The problem is it is also about this thick and that means I have got a real depth to field problem. Let me zoom in and show you what I mean. The back edge here is sharp, the front edge is not and Photoshop now has a way of fixing that if you will shoot for it. I am going to close camera raw and open this three images along with the shot of the background and to do that I am going to choose, I am going to right click and choose open in camera raw.
This version of camera raw is hosted by Bridge so we are not in Photoshop yet. Bridge CS4 is an integral component of Photoshop CS4. Let me show you each of these images up close and personal.
I have zoomed all three of them into a hundred percent. On this image, the front edge is sharp and the back edge is not. By option clicking Alt on Windows, I can move to the next image and as soon as it renders, the focus will change this are really big files, they are 16 megapixels.
You will notice now that the front edge is softer and the back edge is getting sharper. We will go to the last image and now the back edge is completely sharp and the front edge is completely out of focus. It would be lovely to be able to combine these in Photoshop easily and in the past you would have to go to a third party piece of software to do this. So, what I want to do now is just load these files into a file in Photoshop.
So, I am going to cancel out of camera raw. I have got all four selected and from the tools menu, I am going to choice Photoshop load files into Photoshop layers. Photoshop opens and automatically builds the files out based on the workflow option set in camera raw and stacks them into a single file. If you look at the layers palette over here, you will notice that the individual files are coming up and they are labeled with the name of the original raw file.
Okay, we have got all four images loaded into a single Photoshop document. I am going to drag, what I will ultimately use as the background layer onto the bottom and now I am interested in blending these so that the focus becomes sharp throughout the depth of this necklace.
So, I will click on one on the first image hold down the shift key and click on the last one to select them. Then from the edit menu, I am going to go to auto blend layers and Photoshop is going to stack the images when this button is checked and it will take, as you could see from the icon, it will take out of focus images, areas, and merge them with the sharp areas in other images in the stack into one separate image.
Be sure to click seamless tones and colors. Click okay and Photoshop does the rest. With the blending done, notice that the layer masks are very complex. What Photoshop has done is it has gone through and picked just the sharp areas and masked out all the soft areas.
So, what I want to do is merge these to one layer so you can get an idea of how this works. So, from the layers palette fly out menu I am going to choose merge visible and add the option key for the Mac or the Alt key in Windows. That copies all of these layers to its own layer. And I am going to turn these others off and I am going to hold down the shift key to disable this layer mask.

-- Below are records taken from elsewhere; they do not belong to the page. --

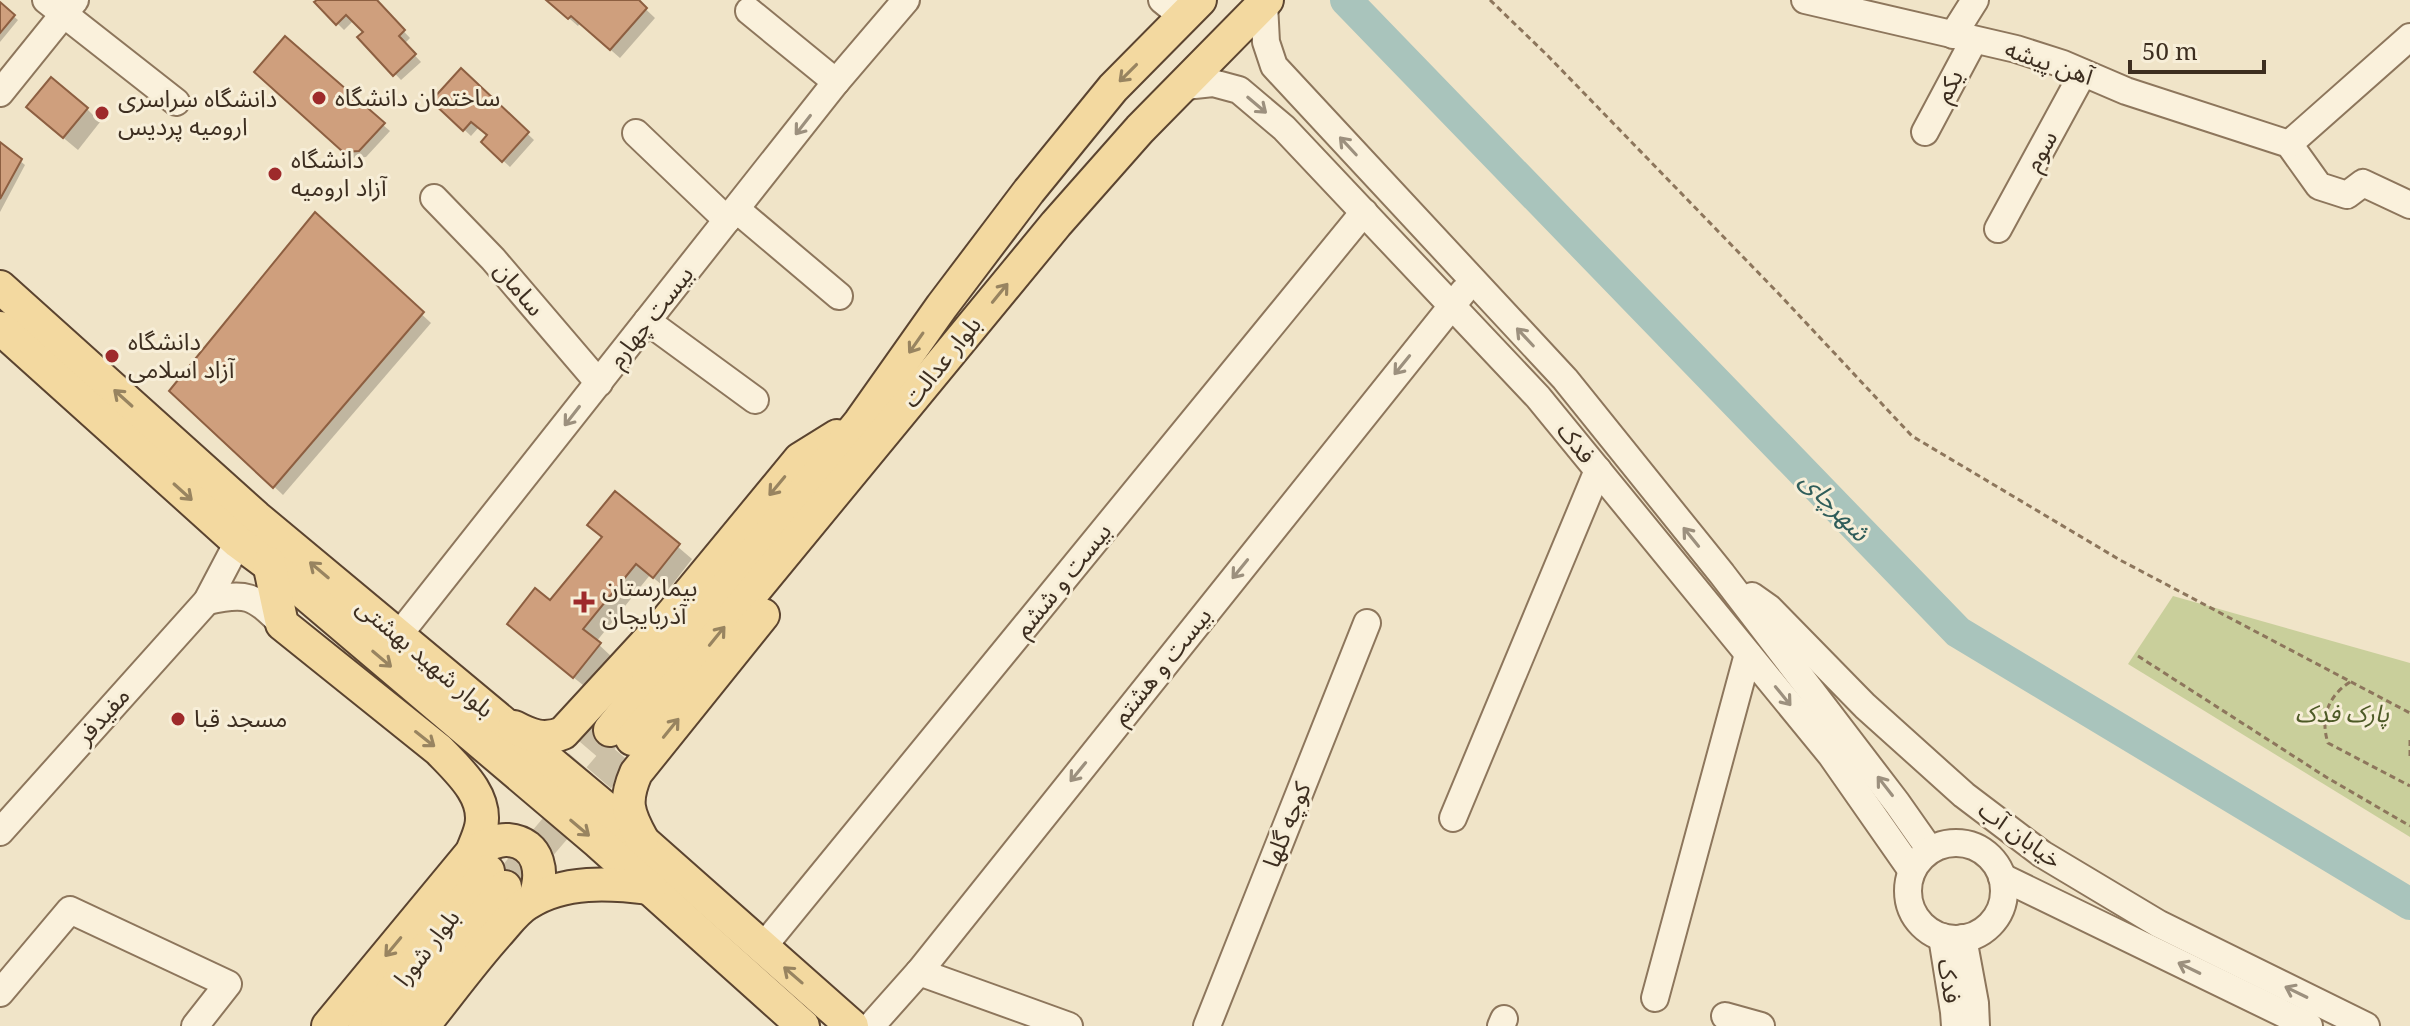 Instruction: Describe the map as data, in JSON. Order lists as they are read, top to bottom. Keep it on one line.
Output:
{"streets":{"main road":["بلوار عدالت","بلوار شهید بهشتی","بلوار شورا"],"street":["آهن پیشه","یکم","سوم","سامان","بیست چهارم","فدک","بیست و ششم","بیست و هشتم","مفیدفر","کوچه گلها","خیابان آب"]},"crossings":[["آهن پیشه","یکم"],["آهن پیشه","سوم"],["سامان","بیست چهارم"],["بیست چهارم","بلوار شهید بهشتی"],["بلوار عدالت","فدک"],["فدک","بیست و ششم"],["فدک","بیست و هشتم"],["فدک","خیابان آب"],["بیست و ششم","بلوار شهید بهشتی"],["بلوار شهید بهشتی","مفیدفر"]],"one_way":["بیست چهارم","بیست و هشتم","خیابان آب"],"water":["شهرچای"],"parks":["پارک فدک"],"places":{"other":["ساختمان دانشگاه","دانشگاه سراسری ارومیه پردیس","دانشگاه آزاد ارومیه","دانشگاه آزاد اسلامی","مسجد قبا"],"health":["بیمارستان آذربایجان"]},"scale_bar":"50 m"} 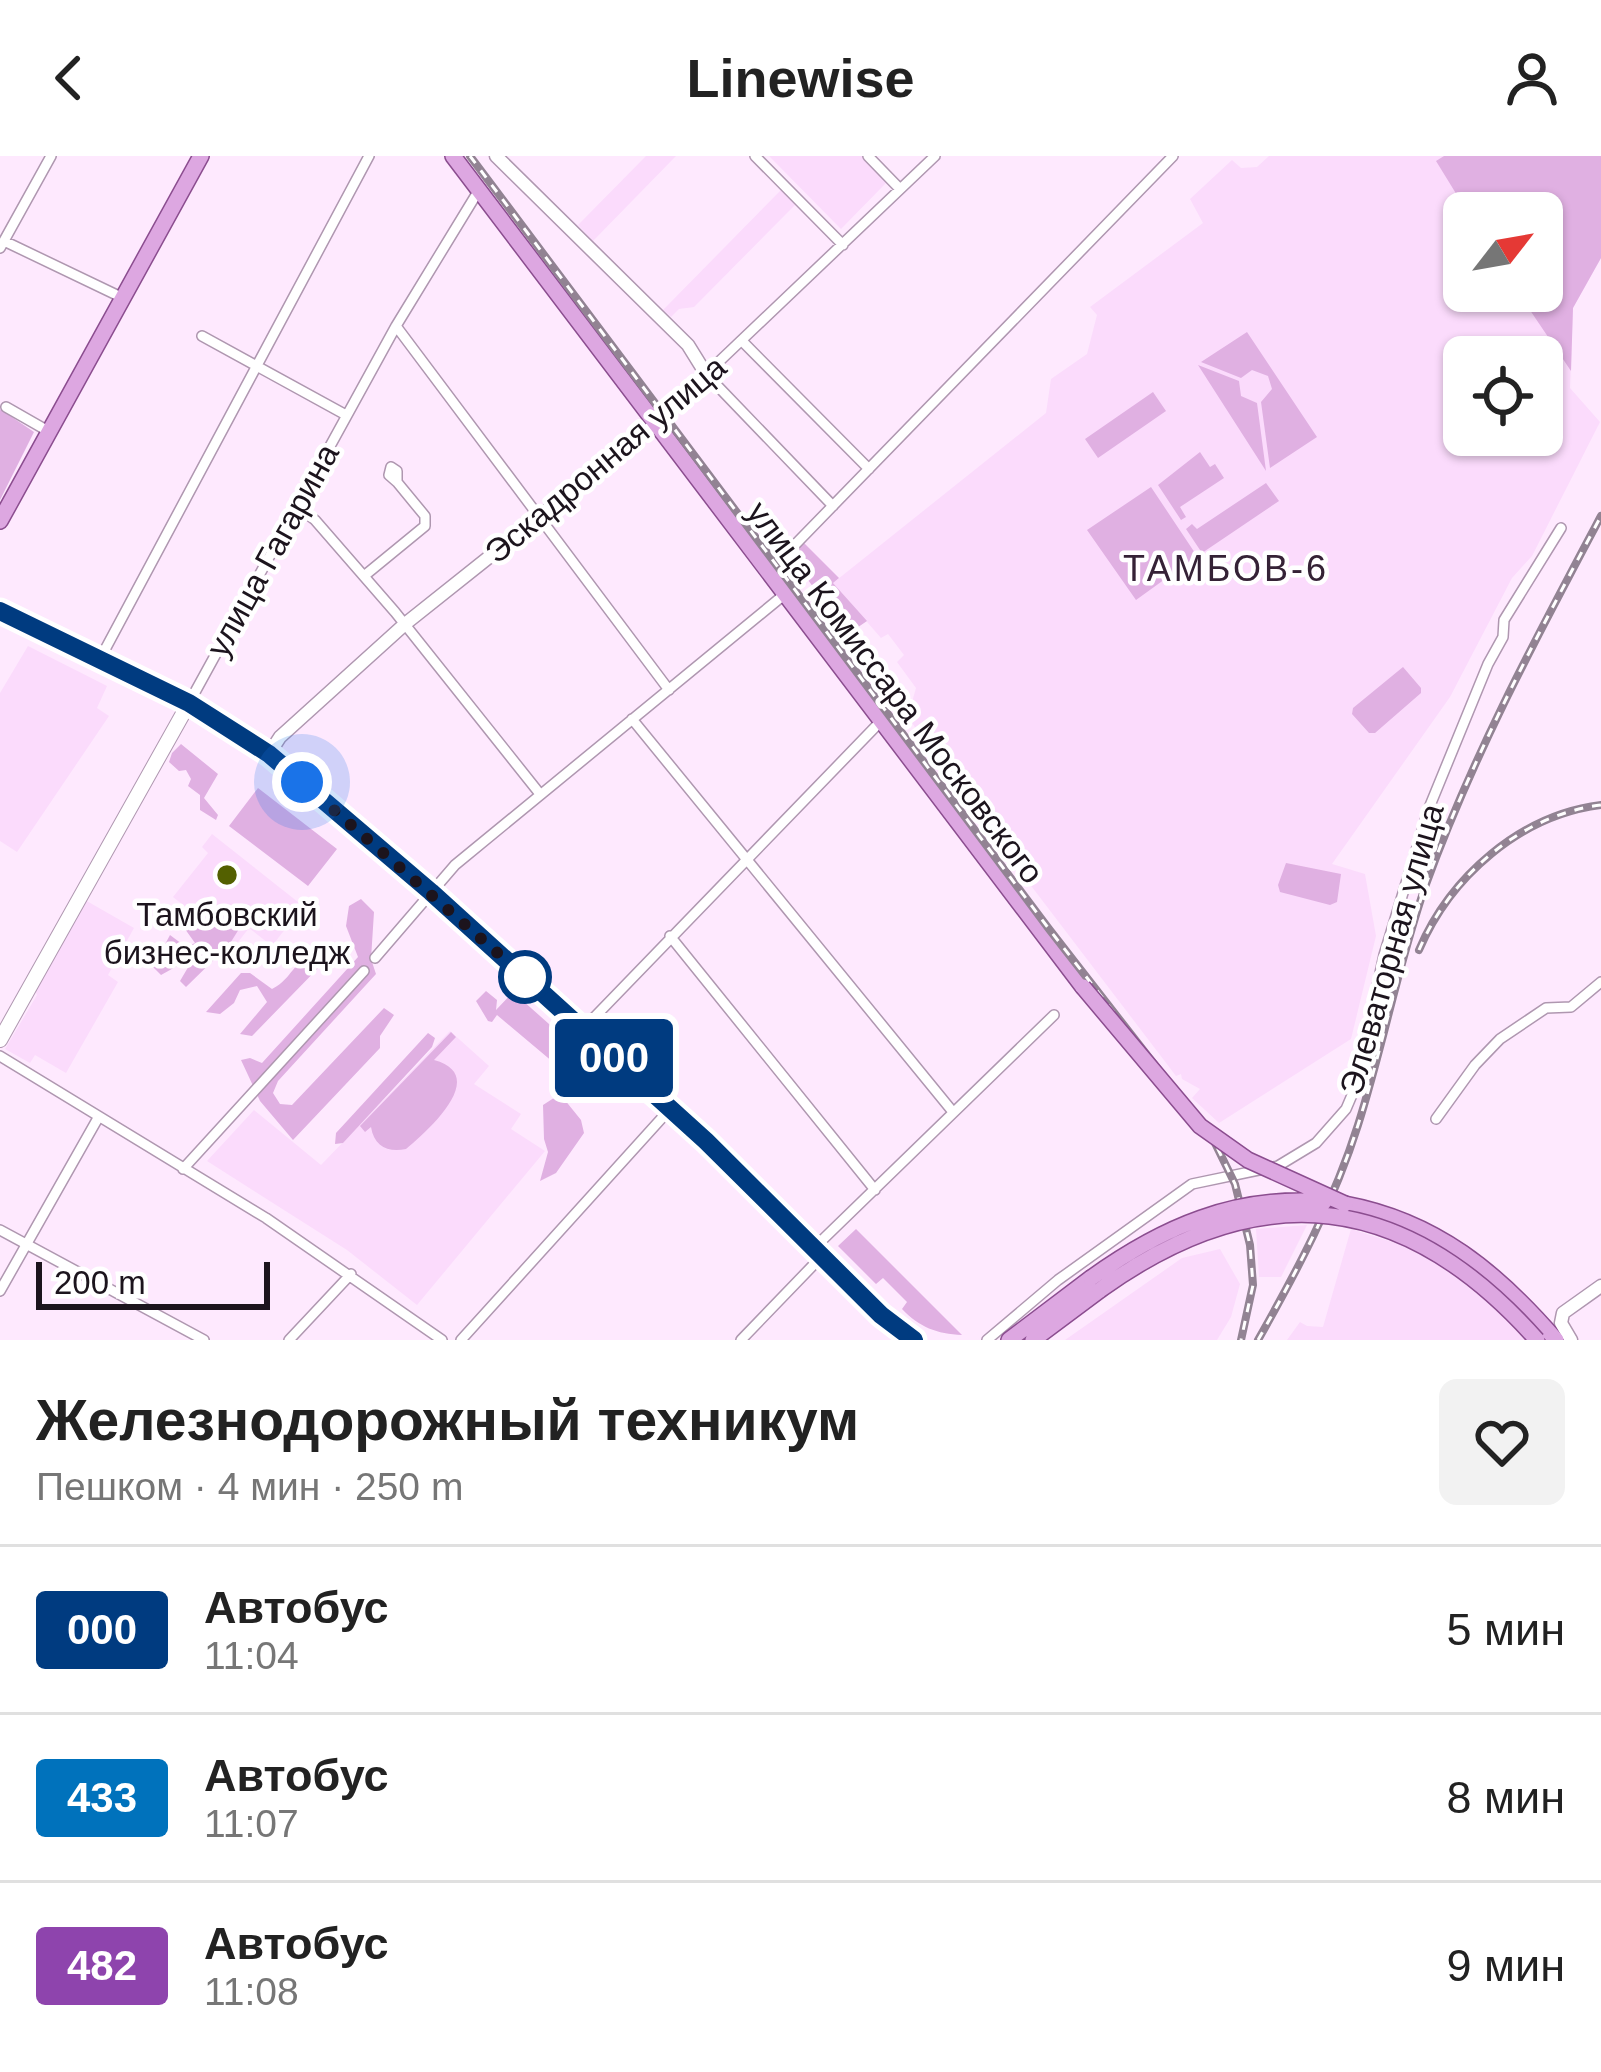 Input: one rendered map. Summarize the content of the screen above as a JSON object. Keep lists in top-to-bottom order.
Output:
{
  "streets": {
    "main road": ["улица Гагарина", "улица Комиссара Московского"],
    "street": ["Эскадронная улица", "Элеваторная улица"]
  },
  "crossings": [
    ["Эскадронная улица", "улица Комиссара Московского"],
    ["улица Гагарина", "улица Комиссара Московского"]
  ],
  "districts": ["ТАМБОВ-6"],
  "places": ["Тамбовский бизнес-колледж"],
  "lines": ["bus line 000"],
  "scale_bar": "200 m",
  "north": "top right",
  "page": {
    "header": "Linewise",
    "on_map": "000",
    "scale": "200 m",
    "heading": ["Железнодорожный техникум", "Пешком · 4 мин · 250 m"],
    "list": [
      {
        "mark": "000",
        "name": "Автобус",
        "note": "11:04",
        "value": "5 мин"
      },
      {
        "mark": "433",
        "name": "Автобус",
        "note": "11:07",
        "value": "8 мин"
      },
      {
        "mark": "482",
        "name": "Автобус",
        "note": "11:08",
        "value": "9 мин"
      }
    ]
  }
} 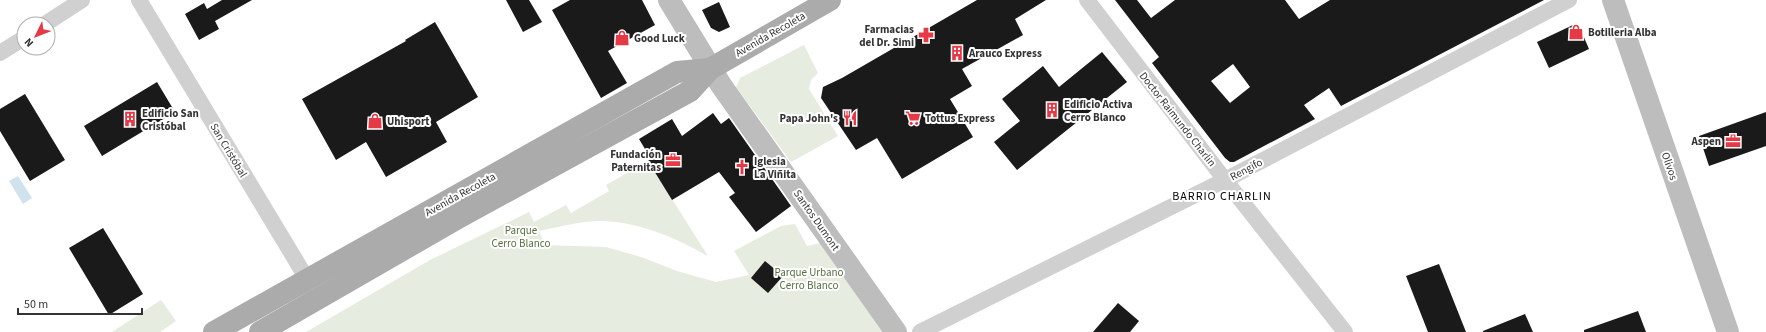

So, now you can see just this image compared to the sharpness of this one. So, let me zoom in to actual pixels and by the way, Photoshop has changed this command from command option or Ctrl Alt to a plus zero to command one.
Here is the after and there is before. This edge here is sharp, the back edges as soon as I click on the combined layer of these three blended images you will notice that it snaps into focus. So, now you have got a way of creating practically unlimited depth of field by shooting multiple images with different focal points and put them together using auto blend layers in Photoshop CS4 edit menu.